Más allá de esto, el discurso de Fernández iniciando su gobierno frente a la Asamblea Legislativa también marcó una lógica diferente que sus antecesores. La lectura de su discurso muy detallista no ahorró la caracterización de la herencia recibida (cuestión muy reclamada a Macri por no haberla realizado en sus inicios) señalando las dificultades que vendrán. También se esforzó por mostrar que llevaría tiempo resolver el conjunto de problemas que identificó; dentro de esto marcó una prioridad en quienes pasan hambre. Muchos remarcaron que en su discurso citara a Raúl Alfonsín y a Arturo Frondizi.

Distancias. Sin embargo, se observan diferencias con las fórmulas discursivas de Alfonsín, Cristina Kirchner y Macri. Para el primero la institucionalidad y el desarrollo de la democracia contribuirían al desarrollo del país, para Cristina los motores del cambio eran la voluntad política, el Estado presente y el reconocimiento del excluido mientras que para Macri el camino al éxito estaría cimentado por mérito, la autonomía personal (ser emprendedor) y el funcionamiento del mercado como asignador óptimo de los recursos. Tanto Cristina como Macri apostaron a dos posiciones antagónicas, prácticamente sin puntos de contacto.

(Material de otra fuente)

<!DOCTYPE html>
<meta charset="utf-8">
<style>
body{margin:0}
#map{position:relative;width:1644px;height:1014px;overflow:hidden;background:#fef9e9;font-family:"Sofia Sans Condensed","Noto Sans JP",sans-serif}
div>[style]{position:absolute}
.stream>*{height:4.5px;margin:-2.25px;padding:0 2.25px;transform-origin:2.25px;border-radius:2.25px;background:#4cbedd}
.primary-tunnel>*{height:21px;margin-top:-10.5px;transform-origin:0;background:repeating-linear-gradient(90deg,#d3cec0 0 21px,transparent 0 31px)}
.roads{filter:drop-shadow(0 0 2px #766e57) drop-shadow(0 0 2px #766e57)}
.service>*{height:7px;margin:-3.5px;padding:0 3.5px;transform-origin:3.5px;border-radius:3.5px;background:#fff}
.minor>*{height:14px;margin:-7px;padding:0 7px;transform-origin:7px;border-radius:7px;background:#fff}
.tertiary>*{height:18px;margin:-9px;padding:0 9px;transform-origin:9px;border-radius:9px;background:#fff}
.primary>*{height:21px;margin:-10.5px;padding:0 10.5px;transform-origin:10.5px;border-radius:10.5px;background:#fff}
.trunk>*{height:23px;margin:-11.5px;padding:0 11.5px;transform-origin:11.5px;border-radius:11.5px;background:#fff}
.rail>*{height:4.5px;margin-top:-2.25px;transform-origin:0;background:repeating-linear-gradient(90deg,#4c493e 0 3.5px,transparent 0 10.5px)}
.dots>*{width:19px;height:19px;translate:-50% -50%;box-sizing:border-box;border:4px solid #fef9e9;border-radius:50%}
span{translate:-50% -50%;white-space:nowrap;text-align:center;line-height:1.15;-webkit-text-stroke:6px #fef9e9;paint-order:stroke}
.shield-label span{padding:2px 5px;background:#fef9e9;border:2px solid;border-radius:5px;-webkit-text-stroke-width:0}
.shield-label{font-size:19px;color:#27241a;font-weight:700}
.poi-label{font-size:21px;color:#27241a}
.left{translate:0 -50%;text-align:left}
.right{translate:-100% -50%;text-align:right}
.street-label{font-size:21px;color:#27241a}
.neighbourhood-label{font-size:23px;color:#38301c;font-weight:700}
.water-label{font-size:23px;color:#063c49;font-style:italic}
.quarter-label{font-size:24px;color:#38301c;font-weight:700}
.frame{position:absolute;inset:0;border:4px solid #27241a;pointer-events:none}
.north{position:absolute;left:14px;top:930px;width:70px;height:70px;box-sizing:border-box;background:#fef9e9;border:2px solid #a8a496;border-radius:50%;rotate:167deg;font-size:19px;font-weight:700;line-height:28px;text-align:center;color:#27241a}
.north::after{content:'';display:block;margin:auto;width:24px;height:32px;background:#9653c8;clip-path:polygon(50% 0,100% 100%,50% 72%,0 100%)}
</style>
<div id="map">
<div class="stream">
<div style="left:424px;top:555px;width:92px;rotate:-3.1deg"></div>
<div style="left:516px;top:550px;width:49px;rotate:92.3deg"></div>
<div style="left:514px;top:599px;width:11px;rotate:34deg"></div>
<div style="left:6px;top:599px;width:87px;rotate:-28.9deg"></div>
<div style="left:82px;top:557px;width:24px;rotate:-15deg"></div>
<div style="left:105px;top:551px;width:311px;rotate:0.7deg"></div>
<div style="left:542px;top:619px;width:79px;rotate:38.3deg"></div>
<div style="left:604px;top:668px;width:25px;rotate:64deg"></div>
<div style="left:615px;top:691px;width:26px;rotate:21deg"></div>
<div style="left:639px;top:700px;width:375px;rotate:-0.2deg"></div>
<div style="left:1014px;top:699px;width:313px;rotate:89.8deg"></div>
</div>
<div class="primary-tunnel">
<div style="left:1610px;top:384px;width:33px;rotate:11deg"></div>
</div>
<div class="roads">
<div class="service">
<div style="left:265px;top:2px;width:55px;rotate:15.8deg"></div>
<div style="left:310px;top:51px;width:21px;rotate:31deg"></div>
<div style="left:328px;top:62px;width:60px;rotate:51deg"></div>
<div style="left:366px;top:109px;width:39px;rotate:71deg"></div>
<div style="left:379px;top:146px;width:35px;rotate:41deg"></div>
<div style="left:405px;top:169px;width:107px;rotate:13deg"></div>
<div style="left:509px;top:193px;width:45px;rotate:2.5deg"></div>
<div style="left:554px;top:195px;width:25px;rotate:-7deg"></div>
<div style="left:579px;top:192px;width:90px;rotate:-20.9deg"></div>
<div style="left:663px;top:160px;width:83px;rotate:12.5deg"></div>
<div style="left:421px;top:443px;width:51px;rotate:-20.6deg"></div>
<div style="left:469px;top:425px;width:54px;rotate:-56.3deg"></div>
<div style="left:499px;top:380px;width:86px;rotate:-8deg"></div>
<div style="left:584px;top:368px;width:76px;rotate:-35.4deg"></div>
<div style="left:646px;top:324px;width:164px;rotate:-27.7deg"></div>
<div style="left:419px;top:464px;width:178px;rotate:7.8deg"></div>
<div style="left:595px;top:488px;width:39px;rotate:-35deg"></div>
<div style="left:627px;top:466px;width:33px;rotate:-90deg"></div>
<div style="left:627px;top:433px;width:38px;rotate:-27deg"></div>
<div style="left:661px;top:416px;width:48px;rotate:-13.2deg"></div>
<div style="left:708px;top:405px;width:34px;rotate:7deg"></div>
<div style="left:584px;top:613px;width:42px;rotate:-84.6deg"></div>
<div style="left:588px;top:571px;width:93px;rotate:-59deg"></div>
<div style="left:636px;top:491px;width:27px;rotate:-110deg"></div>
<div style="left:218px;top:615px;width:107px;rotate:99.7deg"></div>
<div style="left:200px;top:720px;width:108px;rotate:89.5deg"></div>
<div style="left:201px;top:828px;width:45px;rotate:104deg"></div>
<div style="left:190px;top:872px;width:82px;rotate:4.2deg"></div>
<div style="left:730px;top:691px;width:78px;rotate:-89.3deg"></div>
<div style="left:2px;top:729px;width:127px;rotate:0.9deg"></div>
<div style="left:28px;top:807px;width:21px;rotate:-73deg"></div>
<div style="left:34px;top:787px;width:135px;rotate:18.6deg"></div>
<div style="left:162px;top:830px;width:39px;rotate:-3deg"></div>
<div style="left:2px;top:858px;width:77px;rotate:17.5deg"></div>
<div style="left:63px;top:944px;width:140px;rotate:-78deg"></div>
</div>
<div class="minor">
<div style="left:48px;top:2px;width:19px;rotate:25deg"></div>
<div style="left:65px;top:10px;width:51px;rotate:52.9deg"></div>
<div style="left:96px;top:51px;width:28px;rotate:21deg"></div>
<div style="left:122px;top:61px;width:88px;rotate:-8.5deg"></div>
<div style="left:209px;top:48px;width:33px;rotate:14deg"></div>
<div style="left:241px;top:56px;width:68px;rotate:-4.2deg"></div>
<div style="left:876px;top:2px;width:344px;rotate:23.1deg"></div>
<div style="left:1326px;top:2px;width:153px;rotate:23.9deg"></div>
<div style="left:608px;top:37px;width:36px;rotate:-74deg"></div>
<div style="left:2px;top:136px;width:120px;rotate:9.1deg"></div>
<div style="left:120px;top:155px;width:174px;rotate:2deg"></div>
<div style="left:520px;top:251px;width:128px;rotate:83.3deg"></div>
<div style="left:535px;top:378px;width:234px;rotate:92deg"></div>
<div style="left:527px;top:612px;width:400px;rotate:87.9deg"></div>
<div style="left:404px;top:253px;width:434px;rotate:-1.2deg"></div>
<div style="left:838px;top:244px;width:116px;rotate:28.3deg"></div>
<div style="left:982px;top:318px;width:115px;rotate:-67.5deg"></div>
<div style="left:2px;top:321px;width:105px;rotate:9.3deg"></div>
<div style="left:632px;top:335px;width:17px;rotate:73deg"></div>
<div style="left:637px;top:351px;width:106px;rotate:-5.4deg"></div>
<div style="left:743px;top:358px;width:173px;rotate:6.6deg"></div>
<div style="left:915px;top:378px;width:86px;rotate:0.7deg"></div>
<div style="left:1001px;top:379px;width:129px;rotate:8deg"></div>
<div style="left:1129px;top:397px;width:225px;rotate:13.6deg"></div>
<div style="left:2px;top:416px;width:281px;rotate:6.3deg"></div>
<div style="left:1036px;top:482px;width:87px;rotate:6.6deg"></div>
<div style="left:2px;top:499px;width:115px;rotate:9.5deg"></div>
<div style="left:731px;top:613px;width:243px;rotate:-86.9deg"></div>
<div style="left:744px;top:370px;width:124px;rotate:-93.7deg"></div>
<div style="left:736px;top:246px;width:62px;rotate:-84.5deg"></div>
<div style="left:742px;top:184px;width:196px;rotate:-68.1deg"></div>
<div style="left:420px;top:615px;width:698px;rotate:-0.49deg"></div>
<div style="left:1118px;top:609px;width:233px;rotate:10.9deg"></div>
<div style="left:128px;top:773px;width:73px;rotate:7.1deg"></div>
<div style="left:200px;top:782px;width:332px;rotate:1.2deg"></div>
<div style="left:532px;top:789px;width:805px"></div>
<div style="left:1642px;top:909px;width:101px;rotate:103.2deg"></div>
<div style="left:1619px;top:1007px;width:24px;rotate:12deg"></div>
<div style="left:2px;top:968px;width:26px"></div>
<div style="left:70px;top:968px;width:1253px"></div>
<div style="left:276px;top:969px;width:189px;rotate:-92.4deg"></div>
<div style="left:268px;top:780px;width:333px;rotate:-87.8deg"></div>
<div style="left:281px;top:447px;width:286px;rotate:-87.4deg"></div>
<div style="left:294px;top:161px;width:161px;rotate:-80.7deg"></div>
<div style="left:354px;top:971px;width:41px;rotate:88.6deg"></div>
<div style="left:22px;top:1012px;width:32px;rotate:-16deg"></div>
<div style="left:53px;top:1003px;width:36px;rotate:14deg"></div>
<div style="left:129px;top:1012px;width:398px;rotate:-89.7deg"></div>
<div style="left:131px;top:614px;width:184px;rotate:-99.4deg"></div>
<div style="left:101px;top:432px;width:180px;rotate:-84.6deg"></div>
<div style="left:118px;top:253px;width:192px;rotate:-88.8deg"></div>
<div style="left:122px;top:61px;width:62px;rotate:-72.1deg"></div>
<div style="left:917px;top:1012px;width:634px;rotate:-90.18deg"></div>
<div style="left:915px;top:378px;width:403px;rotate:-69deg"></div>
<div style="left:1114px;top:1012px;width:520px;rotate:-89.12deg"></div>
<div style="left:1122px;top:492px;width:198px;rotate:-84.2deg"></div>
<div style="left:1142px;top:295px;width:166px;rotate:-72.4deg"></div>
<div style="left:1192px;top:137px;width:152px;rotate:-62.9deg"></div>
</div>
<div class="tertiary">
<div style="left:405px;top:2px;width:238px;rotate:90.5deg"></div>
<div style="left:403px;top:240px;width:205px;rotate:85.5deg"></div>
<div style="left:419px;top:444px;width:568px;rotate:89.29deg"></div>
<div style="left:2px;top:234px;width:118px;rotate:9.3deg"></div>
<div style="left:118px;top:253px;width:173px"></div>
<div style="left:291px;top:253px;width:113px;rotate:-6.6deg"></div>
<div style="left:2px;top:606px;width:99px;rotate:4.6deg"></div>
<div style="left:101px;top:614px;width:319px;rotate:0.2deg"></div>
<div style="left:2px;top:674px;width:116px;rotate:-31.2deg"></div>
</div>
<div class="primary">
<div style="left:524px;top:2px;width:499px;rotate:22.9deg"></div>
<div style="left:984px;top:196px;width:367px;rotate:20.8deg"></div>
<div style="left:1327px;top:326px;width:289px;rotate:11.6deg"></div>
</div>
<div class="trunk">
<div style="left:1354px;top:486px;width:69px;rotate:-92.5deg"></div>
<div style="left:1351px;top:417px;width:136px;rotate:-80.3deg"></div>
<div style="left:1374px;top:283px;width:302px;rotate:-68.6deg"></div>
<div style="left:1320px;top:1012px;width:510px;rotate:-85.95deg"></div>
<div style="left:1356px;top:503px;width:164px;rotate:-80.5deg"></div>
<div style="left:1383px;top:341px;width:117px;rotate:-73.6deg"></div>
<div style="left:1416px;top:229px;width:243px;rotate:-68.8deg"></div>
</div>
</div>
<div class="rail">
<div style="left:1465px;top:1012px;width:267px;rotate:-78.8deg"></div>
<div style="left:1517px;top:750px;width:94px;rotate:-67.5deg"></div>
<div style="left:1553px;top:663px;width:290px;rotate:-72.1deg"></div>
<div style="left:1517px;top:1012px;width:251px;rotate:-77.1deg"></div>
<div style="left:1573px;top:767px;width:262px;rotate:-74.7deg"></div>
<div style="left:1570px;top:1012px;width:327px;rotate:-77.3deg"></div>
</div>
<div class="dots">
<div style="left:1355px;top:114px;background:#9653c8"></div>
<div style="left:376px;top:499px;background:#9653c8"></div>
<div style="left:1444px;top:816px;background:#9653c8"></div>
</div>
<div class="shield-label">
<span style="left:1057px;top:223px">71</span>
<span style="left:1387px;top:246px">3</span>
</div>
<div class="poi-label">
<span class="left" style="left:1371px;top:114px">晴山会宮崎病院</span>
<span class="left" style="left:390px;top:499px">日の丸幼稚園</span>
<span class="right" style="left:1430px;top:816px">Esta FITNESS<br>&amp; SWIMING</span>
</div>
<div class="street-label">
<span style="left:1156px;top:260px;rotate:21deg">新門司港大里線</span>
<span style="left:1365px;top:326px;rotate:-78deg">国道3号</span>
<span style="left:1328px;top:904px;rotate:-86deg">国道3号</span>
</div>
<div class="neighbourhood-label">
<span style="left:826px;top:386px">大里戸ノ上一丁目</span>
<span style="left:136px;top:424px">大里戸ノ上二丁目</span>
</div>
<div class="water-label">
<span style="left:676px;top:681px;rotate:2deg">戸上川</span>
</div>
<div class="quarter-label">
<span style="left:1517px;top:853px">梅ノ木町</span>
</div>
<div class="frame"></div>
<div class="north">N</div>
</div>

Como nota al pie de página se puede observar que Cristina profundiza sus posiciones planteando que los cuatro años de Macri fueron de persecución política, tesis a la que adhiere Axel Kicillof al incluir el término lawfare en el decreto de nombramiento de su gabinete. El macrismo, por su parte, abre un compás de espera para no oponerse a un gobierno cuyo poder político está en la curva ascendente, pero su base social está más inquieta que sus dirigentes.

Como se desprende de sus palabras y de sus primeras acciones, Alberto no propone una tercera posición o tercera vía, sino un cambio de eje de discusión, planteando que se trata de enfrentar los problemas haciendo uso del pragmatismo, reuniendo en la mesa de negociaciones a los agentes que correspondan, haciendo heterodoxia u ortodoxia según corresponda. Habrá que ver cómo funciona esta heterogeneidad o si se sostiene en el tiempo.

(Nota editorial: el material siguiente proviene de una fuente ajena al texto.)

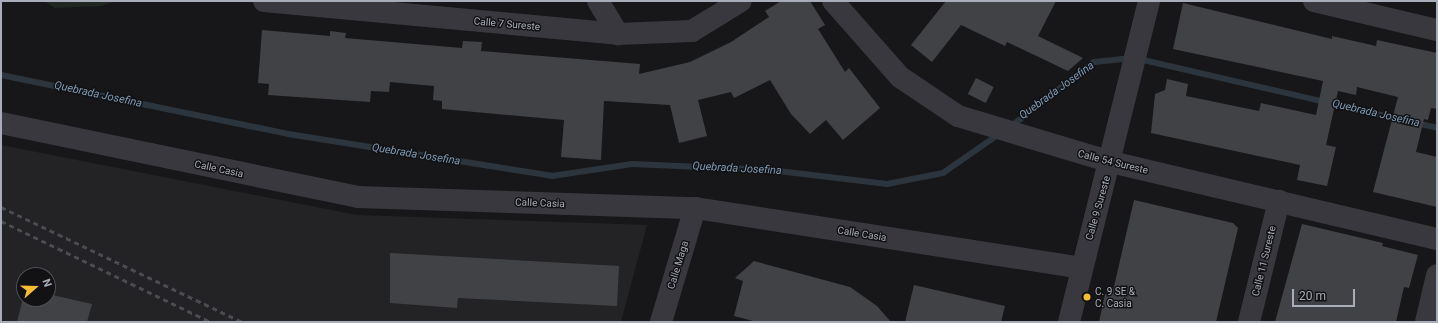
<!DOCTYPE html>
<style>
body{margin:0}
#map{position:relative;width:1438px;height:323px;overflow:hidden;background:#171719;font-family:Roboto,sans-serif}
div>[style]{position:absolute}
.built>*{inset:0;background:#232326}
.green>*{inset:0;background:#1f2720}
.stream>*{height:6px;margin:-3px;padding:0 3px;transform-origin:3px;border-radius:3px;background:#2c353d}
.building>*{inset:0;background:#414246;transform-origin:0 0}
.minor>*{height:22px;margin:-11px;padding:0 11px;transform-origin:11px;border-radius:11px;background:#38383e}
.rail>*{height:3px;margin-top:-1.5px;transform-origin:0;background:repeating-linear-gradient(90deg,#4b4c53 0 5px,transparent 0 9px)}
.dots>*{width:11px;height:11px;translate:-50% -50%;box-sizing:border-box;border:2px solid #121214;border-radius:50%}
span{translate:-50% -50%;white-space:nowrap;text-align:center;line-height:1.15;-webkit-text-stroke:3px #121214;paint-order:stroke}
.street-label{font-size:10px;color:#a9adb9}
.poi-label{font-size:10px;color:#a9adb9}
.left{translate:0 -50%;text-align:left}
.water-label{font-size:11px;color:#7f9ab5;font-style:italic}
.frame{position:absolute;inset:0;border:2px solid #a9adb9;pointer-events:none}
.north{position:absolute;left:16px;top:267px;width:40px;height:40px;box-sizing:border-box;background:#121214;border:1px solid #4e5056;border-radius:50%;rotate:70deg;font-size:11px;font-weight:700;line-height:16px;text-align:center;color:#a9adb9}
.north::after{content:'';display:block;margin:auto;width:14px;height:18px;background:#f6bc32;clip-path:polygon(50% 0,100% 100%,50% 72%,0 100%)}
.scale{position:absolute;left:1292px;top:289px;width:63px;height:18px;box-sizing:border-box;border:2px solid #a9adb9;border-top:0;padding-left:5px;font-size:12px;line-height:14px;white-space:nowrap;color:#a9adb9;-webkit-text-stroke:3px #121214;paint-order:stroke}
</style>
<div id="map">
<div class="built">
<i style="clip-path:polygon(evenodd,1px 145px,357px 215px,647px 225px,621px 322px,1px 322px,1px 145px,24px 275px,48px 275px,48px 299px,24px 299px,24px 275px)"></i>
</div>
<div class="green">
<i style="clip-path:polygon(44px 1px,116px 1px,101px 6px,55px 8px)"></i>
</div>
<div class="stream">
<i style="left:1139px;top:59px;width:267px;rotate:13deg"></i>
<i style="left:1px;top:75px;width:293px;rotate:11.6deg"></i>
<i style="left:288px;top:134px;width:267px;rotate:9deg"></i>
<i style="left:552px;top:176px;width:81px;rotate:-8.5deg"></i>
<i style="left:632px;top:164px;width:138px;rotate:2.5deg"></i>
<i style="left:770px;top:170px;width:118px;rotate:6.8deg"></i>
<i style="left:887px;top:184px;width:57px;rotate:-11.1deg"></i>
<i style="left:943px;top:173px;width:68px;rotate:-34.9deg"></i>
<i style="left:1416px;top:123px;width:22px;rotate:13deg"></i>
<i style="left:1010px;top:127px;width:106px;rotate:-37.7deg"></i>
<i style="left:1094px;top:62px;width:36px;rotate:-6deg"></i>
</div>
<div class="building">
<i style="clip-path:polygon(781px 1px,810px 1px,825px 25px,818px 29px,845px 72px,849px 68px,880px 108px,843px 140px,826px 120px,810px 134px,791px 114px,770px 80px,734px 98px,731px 92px,698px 100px,707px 136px,679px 143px,670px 105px,604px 101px,601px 160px,561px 157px,564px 120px,442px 109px,442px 101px,433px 100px,434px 86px,390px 82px,389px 92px,371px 91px,370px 102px,268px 95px,269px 84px,258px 83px,262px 30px,330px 36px,330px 31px,346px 33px,345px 38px,462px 48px,463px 41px,482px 42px,481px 51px,640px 64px,639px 74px,690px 62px,731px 42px,769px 17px,765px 11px)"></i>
<i style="clip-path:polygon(946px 1px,1056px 1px,1038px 36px,1083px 58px,1068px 71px,1007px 42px,1005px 46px,961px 25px,932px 62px,911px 45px)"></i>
<i style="clip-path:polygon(1183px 3px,1332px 39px,1332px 36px,1376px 46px,1377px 40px,1437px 53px,1437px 109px,1431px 108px,1428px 120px,1424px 119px,1416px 152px,1437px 157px,1437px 207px,1373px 192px,1398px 97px,1357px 87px,1356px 95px,1338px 91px,1326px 145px,1336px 147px,1327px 186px,1297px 180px,1300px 165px,1151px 133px,1155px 94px,1165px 90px,1167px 79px,1188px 84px,1186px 96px,1259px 111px,1261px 103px,1316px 115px,1323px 81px,1173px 49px)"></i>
<i style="left:976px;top:78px;width:20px;height:18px;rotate:27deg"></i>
<i style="clip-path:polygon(1134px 200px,1233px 223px,1238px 228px,1216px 322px,1099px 322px,1105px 294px,1112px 295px)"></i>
<i style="clip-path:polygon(1302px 224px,1383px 243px,1382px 246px,1418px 255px,1409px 288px,1404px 287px,1396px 322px,1275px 322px)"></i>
<i style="clip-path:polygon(390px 253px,619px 266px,617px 306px,458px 298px,457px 308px,390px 303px)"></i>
<i style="clip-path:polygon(754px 261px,850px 287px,877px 306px,891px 322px,757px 322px,734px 316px,743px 281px,735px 278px)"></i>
<i style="clip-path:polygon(914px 285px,1005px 306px,1001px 322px,905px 322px)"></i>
<i style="clip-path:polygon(24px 294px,24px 299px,48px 299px,48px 294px,92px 304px,87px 322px,17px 322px)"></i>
</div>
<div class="minor">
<i style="left:264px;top:1px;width:356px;rotate:5.3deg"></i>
<i style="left:618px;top:34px;width:74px;rotate:-2.3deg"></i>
<i style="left:692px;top:31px;width:57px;rotate:-31.5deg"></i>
<i style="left:598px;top:1px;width:39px;rotate:59deg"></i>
<i style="left:833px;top:1px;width:101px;rotate:48.6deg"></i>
<i style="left:900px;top:77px;width:70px;rotate:33.9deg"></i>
<i style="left:958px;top:116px;width:160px;rotate:16.7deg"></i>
<i style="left:1111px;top:162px;width:335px;rotate:13.3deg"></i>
<i style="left:1314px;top:1px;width:126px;rotate:13.3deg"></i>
<i style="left:1px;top:123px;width:365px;rotate:11.7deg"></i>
<i style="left:358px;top:197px;width:337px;rotate:1.9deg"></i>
<i style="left:695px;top:208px;width:391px;rotate:8.8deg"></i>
<i style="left:661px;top:322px;width:119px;rotate:-73.4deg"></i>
<i style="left:1069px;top:322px;width:331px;rotate:-76deg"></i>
<i style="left:1249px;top:322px;width:125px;rotate:-76.1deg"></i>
<i style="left:1426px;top:322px;width:48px;rotate:-76.8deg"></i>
</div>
<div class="rail">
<i style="left:1px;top:207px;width:267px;rotate:25.5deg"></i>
<i style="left:1px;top:221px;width:233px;rotate:25.7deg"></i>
</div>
<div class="dots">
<i style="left:1087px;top:297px;background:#f6bc32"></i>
</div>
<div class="street-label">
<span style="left:507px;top:24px;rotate:5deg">Calle 7 Sureste</span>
<span style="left:1113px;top:162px;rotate:14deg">Calle 54 Sureste</span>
<span style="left:219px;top:169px;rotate:12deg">Calle Casia</span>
<span style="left:540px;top:203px;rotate:2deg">Calle Casia</span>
<span style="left:1098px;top:208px;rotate:-74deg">Calle 9 Sureste</span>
<span style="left:862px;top:234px;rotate:9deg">Calle Casia</span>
<span style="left:1264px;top:261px;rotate:-76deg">Calle 11 Sureste</span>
<span style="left:678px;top:265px;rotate:-73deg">Calle Maga</span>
</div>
<div class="poi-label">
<span class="left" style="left:1095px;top:297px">C. 9 SE &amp;<br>C. Casia</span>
</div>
<div class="water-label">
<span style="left:1057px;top:91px;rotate:-36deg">Quebrada Josefina</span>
<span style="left:98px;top:95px;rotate:12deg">Quebrada Josefina</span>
<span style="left:1376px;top:114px;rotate:13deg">Quebrada Josefina</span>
<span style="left:416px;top:155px;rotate:9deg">Quebrada Josefina</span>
<span style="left:737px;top:169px;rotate:3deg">Quebrada Josefina</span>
</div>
<div class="frame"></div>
<div class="north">N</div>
<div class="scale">20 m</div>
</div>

La mirada hiperrealista tiene contraindicaciones. La primera es que puede ser desmoralizante tanta cuota de realidad, para una sociedad que –hay que decirlo– gusta embarcarse en grandes gestas o donde muchos prefieren soluciones mágicas. La segunda cuestión vinculada en el contexto general es que existe una urgencia para ver cambios que se asocien a la vida cotidiana, como un descenso de la inflación o una mejora del poder de compra de los salarios, pero que no soportaría ver por ejemplo desabastecimiento o extensos cortes de energía. La subjetividad siempre se tiene que fundar en la realidad. Macri pudo sostener la disonancia entre sus metáforas con la falta de resultados económicos por casi cuatro años. ¿Tendrá ese tiempo Alberto Fernández?